Records shown.
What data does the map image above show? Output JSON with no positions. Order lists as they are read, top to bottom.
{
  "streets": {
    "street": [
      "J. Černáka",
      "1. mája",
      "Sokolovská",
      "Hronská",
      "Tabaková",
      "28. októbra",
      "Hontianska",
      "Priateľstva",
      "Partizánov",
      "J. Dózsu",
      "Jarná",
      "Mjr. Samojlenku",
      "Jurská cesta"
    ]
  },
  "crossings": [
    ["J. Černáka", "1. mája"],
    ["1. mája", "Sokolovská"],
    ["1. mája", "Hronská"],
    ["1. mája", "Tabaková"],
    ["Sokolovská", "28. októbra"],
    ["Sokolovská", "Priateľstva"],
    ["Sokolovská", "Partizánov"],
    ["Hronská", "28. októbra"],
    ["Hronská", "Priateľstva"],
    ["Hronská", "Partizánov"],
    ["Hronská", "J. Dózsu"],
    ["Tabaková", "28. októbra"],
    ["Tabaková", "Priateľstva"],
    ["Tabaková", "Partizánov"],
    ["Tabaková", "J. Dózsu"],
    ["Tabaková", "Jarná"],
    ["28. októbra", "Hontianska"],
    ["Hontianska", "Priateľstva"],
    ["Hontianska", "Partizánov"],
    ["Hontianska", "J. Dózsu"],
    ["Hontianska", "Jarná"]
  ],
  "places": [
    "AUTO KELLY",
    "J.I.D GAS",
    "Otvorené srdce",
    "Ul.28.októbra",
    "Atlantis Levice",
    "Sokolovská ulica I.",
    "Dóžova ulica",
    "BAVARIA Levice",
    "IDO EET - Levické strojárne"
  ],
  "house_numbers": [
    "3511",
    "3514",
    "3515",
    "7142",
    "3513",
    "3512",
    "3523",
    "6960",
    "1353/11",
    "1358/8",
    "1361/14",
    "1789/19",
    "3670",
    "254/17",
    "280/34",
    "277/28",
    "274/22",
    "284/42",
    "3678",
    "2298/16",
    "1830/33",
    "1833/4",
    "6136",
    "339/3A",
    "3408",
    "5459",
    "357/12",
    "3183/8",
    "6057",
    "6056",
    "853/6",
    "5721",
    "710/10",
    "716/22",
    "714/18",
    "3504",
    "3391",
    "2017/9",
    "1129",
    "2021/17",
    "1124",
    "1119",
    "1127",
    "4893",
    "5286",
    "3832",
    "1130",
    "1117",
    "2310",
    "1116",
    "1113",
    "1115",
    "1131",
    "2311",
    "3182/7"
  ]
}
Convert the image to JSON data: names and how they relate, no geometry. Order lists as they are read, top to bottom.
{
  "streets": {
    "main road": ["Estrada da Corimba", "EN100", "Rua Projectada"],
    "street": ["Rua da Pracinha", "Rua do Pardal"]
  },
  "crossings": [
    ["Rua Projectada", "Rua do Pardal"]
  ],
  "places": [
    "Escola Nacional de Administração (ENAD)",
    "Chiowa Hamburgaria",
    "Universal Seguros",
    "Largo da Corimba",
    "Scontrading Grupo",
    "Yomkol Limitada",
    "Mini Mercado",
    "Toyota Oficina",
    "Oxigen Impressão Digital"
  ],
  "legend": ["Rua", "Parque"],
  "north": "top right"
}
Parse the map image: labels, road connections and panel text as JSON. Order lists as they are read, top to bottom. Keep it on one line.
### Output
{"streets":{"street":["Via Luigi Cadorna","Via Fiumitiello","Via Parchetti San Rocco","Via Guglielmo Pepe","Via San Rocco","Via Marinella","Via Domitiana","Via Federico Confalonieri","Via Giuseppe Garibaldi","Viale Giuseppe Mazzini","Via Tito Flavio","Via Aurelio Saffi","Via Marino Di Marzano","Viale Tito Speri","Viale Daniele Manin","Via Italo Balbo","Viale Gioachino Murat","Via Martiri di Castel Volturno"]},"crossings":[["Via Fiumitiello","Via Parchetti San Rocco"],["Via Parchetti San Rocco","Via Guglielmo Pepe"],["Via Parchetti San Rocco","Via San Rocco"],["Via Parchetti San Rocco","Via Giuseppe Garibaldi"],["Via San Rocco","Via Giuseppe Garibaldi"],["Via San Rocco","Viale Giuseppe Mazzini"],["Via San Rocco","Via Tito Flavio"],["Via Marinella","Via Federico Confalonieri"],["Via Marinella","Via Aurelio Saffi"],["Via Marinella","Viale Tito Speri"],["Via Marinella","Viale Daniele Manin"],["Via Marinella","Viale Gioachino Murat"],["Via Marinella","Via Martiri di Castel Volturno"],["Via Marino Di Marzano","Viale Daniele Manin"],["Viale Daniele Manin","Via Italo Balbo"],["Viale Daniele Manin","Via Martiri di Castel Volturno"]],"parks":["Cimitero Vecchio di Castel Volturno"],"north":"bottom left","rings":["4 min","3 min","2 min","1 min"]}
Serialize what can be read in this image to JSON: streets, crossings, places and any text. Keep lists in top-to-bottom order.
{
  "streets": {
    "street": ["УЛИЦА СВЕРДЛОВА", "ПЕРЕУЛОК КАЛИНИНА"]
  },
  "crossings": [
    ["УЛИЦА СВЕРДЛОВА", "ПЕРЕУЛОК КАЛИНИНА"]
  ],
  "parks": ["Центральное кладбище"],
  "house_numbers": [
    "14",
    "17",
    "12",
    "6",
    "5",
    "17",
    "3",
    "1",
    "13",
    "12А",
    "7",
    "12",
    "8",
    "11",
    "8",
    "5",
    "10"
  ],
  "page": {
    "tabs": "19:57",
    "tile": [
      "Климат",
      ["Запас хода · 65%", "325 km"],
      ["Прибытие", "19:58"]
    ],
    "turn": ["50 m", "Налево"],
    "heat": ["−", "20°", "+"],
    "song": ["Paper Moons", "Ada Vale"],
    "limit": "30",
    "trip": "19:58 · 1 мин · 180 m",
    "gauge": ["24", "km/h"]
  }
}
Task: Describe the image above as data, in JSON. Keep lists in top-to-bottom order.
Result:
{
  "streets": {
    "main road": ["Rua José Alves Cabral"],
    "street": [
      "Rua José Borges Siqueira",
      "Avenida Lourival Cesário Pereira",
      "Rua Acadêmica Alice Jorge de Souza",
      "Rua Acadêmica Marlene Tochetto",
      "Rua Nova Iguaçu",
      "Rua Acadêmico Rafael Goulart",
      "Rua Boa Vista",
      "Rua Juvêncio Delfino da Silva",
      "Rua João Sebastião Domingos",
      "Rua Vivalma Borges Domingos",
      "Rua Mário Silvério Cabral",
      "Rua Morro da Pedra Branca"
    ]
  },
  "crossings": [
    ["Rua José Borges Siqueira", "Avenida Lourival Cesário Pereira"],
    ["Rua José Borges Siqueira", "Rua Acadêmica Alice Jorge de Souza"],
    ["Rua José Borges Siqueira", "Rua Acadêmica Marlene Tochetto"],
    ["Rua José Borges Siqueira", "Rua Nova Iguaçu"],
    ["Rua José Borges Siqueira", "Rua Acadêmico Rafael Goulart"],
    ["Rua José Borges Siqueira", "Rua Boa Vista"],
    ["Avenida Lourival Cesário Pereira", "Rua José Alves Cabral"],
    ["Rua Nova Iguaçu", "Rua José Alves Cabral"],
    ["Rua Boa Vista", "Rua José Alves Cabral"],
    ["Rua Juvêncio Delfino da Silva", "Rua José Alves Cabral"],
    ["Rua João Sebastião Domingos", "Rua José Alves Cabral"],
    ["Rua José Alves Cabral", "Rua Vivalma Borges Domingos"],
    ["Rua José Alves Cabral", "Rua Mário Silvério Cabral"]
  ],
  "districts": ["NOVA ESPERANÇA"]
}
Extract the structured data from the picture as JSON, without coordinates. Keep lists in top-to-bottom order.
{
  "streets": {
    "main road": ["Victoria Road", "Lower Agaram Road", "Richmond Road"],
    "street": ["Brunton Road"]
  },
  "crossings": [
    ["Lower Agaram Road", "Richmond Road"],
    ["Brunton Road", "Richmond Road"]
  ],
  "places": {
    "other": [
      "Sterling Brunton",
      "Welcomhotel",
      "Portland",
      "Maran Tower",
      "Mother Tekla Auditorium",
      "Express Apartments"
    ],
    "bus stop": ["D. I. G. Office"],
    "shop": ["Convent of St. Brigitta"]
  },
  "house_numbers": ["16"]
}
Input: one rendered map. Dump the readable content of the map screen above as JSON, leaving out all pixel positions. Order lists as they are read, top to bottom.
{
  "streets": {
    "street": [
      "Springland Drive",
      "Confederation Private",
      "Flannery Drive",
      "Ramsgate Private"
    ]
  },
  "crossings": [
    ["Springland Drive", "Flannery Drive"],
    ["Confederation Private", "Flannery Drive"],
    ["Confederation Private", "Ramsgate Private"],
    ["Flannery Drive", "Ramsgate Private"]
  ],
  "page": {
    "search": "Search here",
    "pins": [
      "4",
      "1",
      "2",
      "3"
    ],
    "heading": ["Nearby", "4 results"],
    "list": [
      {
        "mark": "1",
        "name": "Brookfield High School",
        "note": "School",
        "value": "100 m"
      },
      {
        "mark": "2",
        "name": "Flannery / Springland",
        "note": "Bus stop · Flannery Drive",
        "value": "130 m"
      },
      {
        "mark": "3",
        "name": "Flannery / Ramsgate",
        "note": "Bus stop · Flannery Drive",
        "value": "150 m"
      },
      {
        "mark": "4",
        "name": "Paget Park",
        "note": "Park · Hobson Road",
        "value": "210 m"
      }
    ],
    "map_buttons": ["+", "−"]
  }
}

Exercise requirements.
Filter these records, keeping every line where the word "Alice" occurs.

Response area.
      "Rua Acadêmica Alice Jorge de Souza",
    ["Rua José Borges Siqueira", "Rua Acadêmica Alice Jorge de Souza"],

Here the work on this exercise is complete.